Libia

Libia – Il governo conteso. Panoramica dal 2011 ad oggi

La Libia è a un punto di svolta. Il 2018 potrebbe infatti essere l’anno decisivo per la risoluzione del periodo di instabilità politica. Dalle elezioni, annunciate per la primavera di quest’anno, dipende non solo il futuro della Libia – a livello politico ed economico – ma anche stabilità di tutta l’area del Mediterraneo, la regolazione dei flussi migratori e le future strategie politiche dei paesi Europei.

Ma qual’ è attualmente la situazione governativa in Libia? Per comprendere meglio l’attuale situazione di stallo dobbiamo fare alcuni passi indietro, ripercorrendo i principali avvenimenti che sono alla base di un instabilità politica che si protrae da oltre 7 anni.
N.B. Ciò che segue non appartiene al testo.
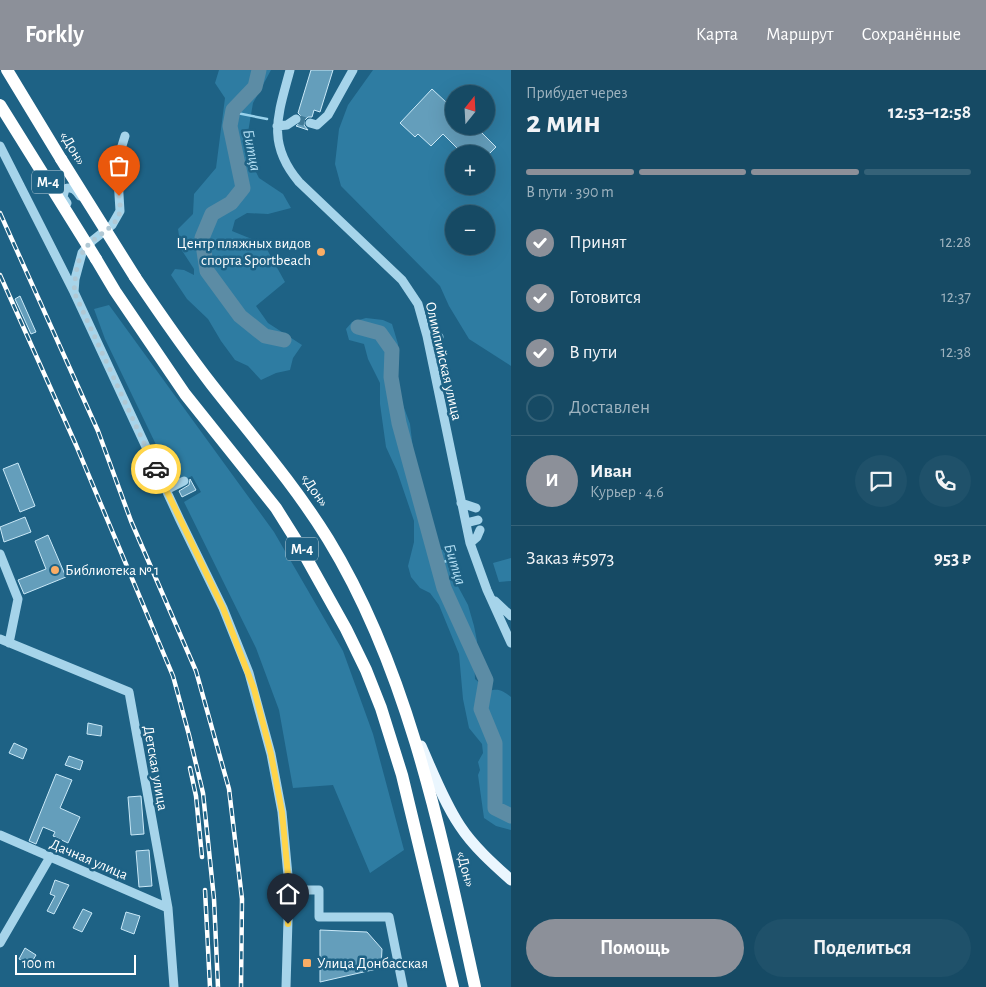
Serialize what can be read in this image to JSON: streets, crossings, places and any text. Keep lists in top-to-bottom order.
{
  "streets": {
    "highway": ["«Дон»", "М-4"],
    "street": ["Олимпийская улица", "Детская улица", "Дачная улица"]
  },
  "crossings": [
    ["Детская улица", "Дачная улица"]
  ],
  "water": ["Битца"],
  "places": {
    "other": ["Центр пляжных видов спорта Sportbeach", "Библиотека № 1"],
    "transit": ["Улица Донбасская"]
  },
  "scale_bar": "100 m",
  "north": "top",
  "page": {
    "header": "Forkly",
    "nav": ["Карта", "Маршрут", "Сохранённые"],
    "heading": ["2 мин", "Прибудет через", "12:53–12:58"],
    "panel": [
      "Иван",
      "Курьер · 4.6",
      "Заказ #5973",
      "953 ₽"
    ],
    "map_buttons": ["+", "−"],
    "bar": "В пути · 390 m",
    "list": [
      ["Принят", "12:28"],
      ["Готовится", "12:37"],
      ["В пути", "12:38"],
      "Доставлен"
    ],
    "round": "И",
    "buttons": ["Помощь", "Поделиться"],
    "scale": "100 m"
  }
}
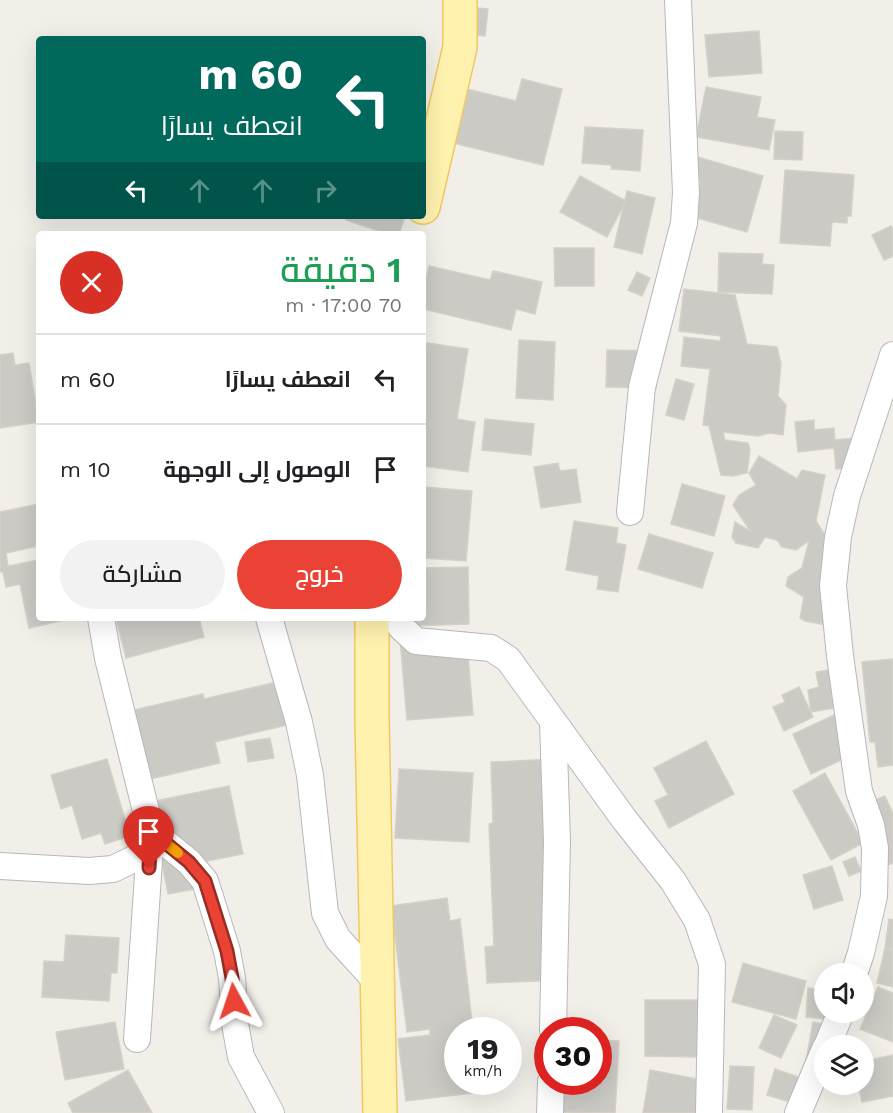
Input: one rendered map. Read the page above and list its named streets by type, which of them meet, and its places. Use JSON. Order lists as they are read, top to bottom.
{
  "page": {
    "turn": ["60 m", "انعطف يسارًا"],
    "heading": ["1 دقيقة", "70 m · 17:00"],
    "list": [
      {
        "name": "انعطف يسارًا",
        "value": "60 m"
      },
      {
        "name": "الوصول إلى الوجهة",
        "value": "10 m"
      }
    ],
    "buttons": ["خروج", "مشاركة"],
    "speed": "19 km/h",
    "limit": "30"
  }
}
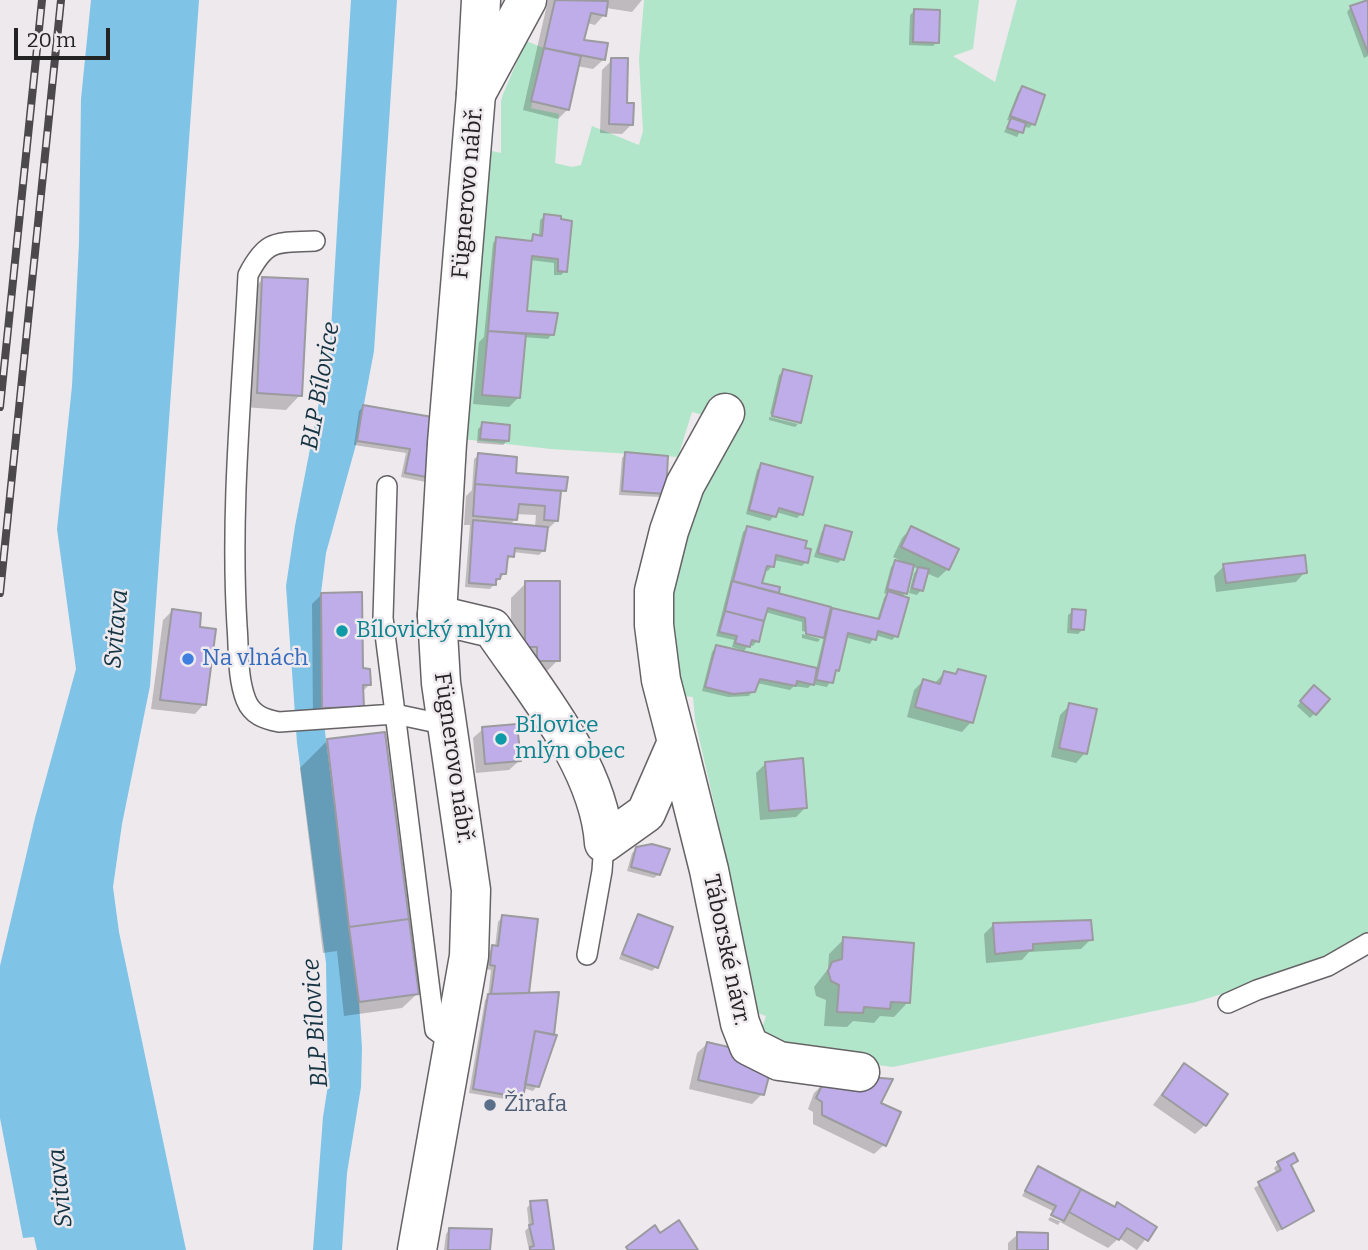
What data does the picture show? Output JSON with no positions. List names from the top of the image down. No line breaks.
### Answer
{"streets":{"street":["Fügnerovo nábř.","Táborské návr."]},"water":["BLP Bílovice","Svitava"],"places":["Bílovický mlýn","Na vlnách","Bílovice mlýn obec","Žirafa"],"scale_bar":"20 m"}
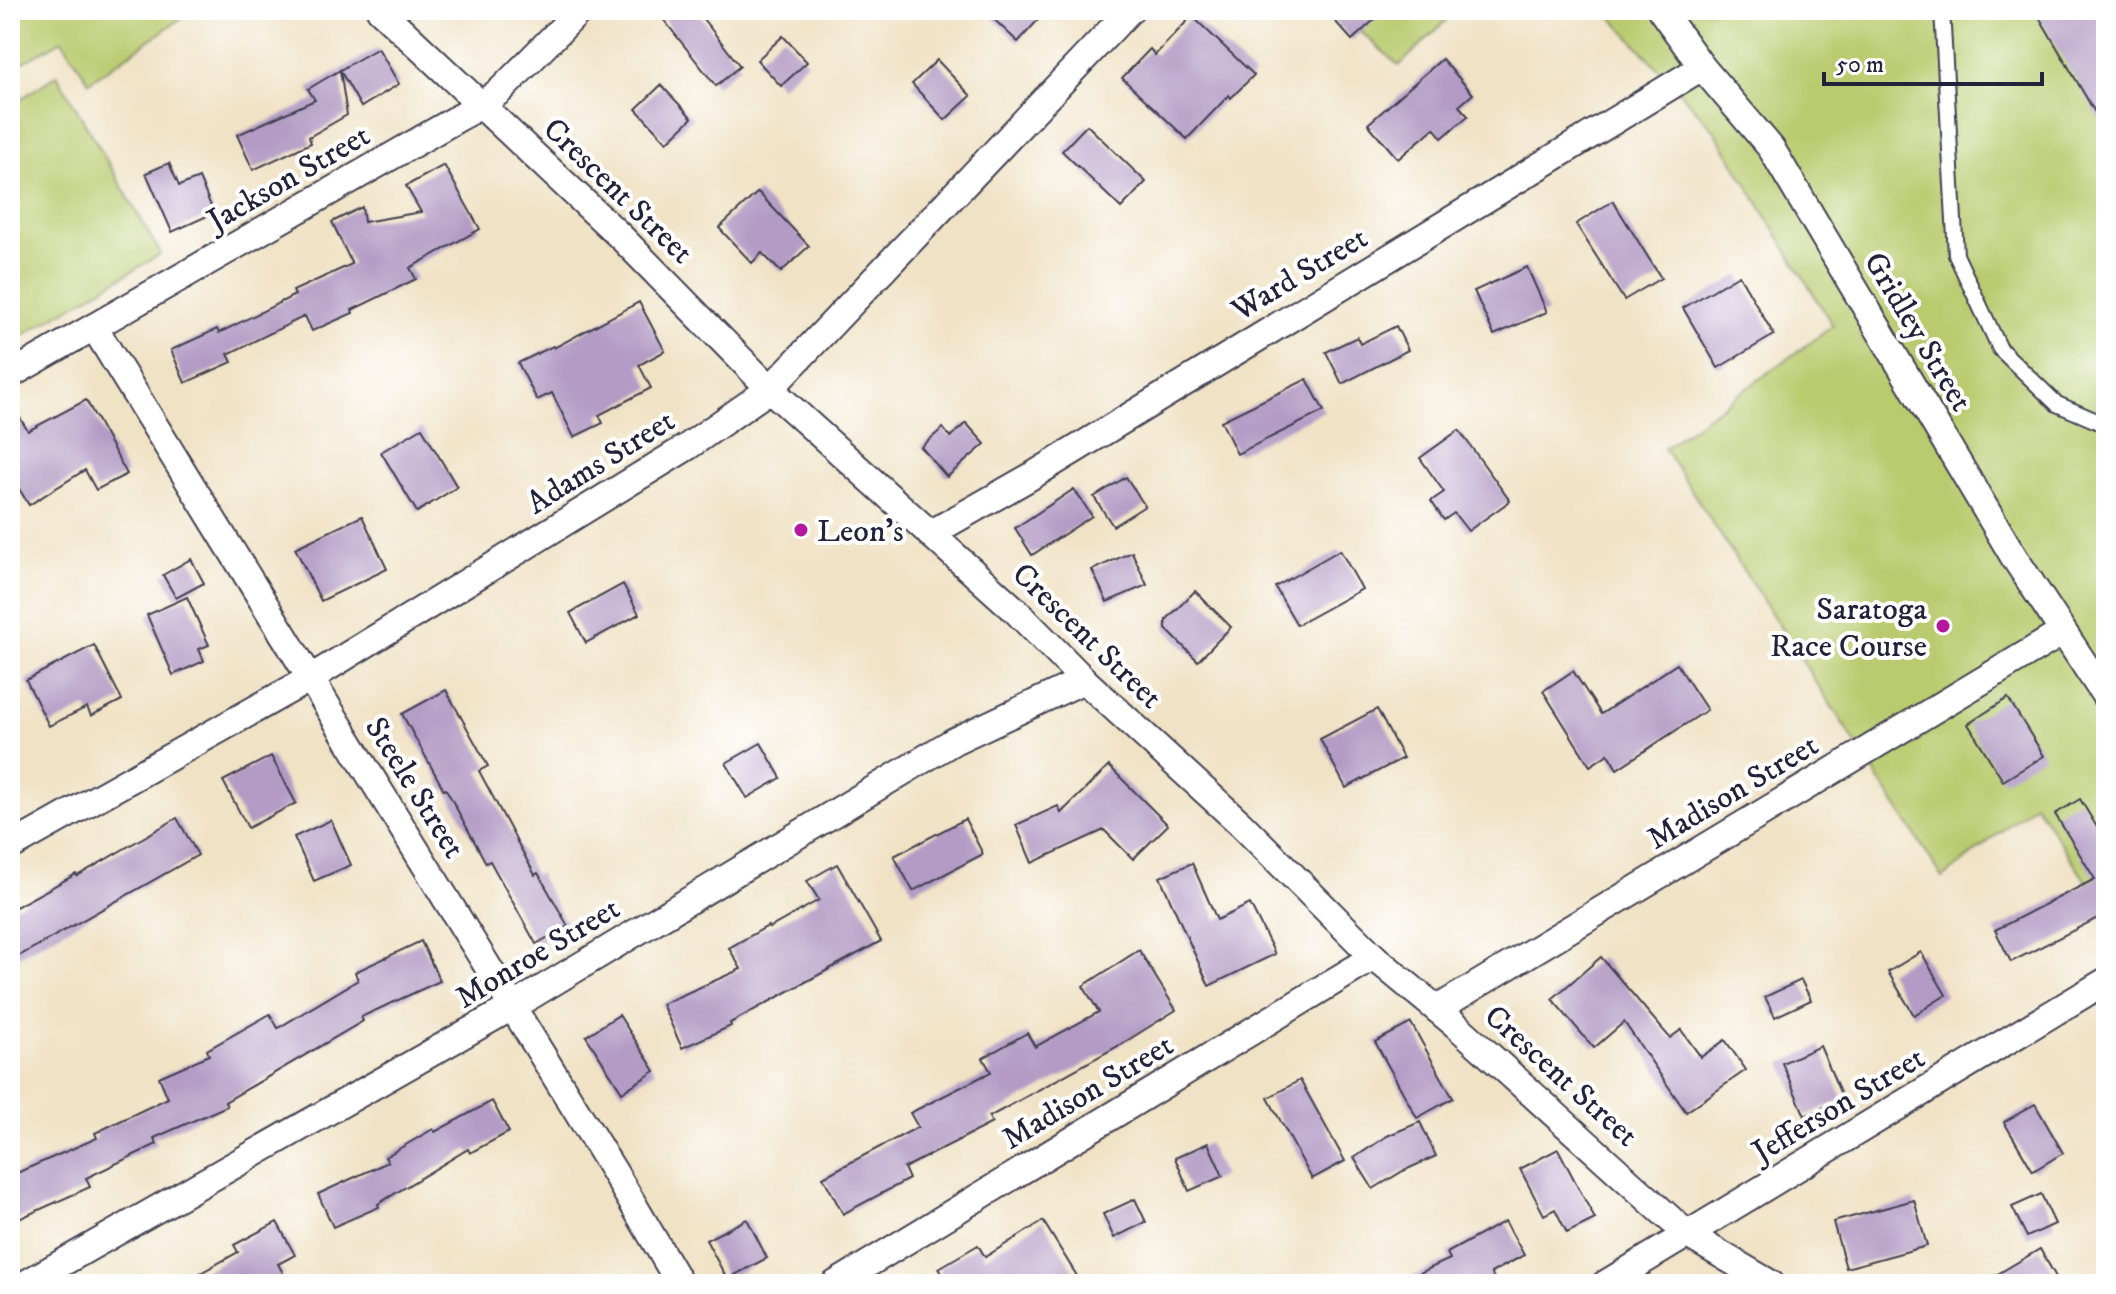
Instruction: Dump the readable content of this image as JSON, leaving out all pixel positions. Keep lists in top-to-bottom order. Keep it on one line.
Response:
{"streets":{"street":["Jackson Street","Crescent Street","Ward Street","Gridley Street","Adams Street","Steele Street","Madison Street","Monroe Street","Jefferson Street"]},"crossings":[["Jackson Street","Crescent Street"],["Jackson Street","Steele Street"],["Crescent Street","Ward Street"],["Crescent Street","Adams Street"],["Crescent Street","Madison Street"],["Crescent Street","Monroe Street"],["Crescent Street","Jefferson Street"],["Ward Street","Gridley Street"],["Gridley Street","Madison Street"],["Adams Street","Steele Street"],["Steele Street","Monroe Street"]],"places":["Leon's","Saratoga Race Course"],"scale_bar":"50 m"}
Dopo la caduta del regime di Muhammar Gheddafi, nell’ottobre del 2011, il paese è caduto in un duraturo stato di caos politico caratterizzato da violenza e guerriglia, con ricadute negative anche sui paesi circostanti.

Nel luglio del 2012, dopo un’egemonia politica durata più di quarant’anni, in Libia si torna per la prima volta alle elezioni. Il Consiglio Nazionale di Transizione cede il mandato al nuovo governo eletto: il Congresso Nazionale Generale (GNC), incaricato di formare un governo ad interim e di redigere una nuova costituzione, con un mandato della durata di 18 mesi.

Già nel giugno 2013 tuttavia i partiti islamisti riescono ad imporsi all’interno del governo sulla maggioranza liberale, facendo in modo che Nuri Busahmein venga eletto presidente del Congresso Nazionale Generale.

A partire dal febbraio 2014 il generale Khalifa Haftar diviene un personaggio chiave per lo sviluppo della situazione politica in Libia.
Haftar – precedentemente al servizio del regime di Gheddafi – si oppone al Congresso Nazionale Generale, di cui richiede ufficialmente lo scioglimento.
Pochi mesi dopo Haftar lancia un’offensiva terrestre e aerea contro i gruppi armati islamisti di Bengasi.
L’operazione dell’auto proclamato Esercito Nazionale Libico guidato da Haftar viene nominata “operazione Dignità” e ha lo scopo dichiarato di liberare il paese delle violenze e dall’oppressione delle milizie islamiste. Il primo ministro al-Thani sconfessa l’operazione, condannandola come un illegale tentato colpo di stato. Malgrado la condanna ufficiale, è però emerso ben presto che l’azione militare di Haftar a Bengasi era stata appoggiata da parte dell’esercito regolare, compresa la base militare di Tobruk, sulla costa orientale. Il governo si conferma quindi incapace controllare il territorio libico e addirittura le proprie forze armate. Haftar e le sue milizie sono inarrestabili e si scagliano contro il Parlamento di Tripoli che è costretto a sciogliersi.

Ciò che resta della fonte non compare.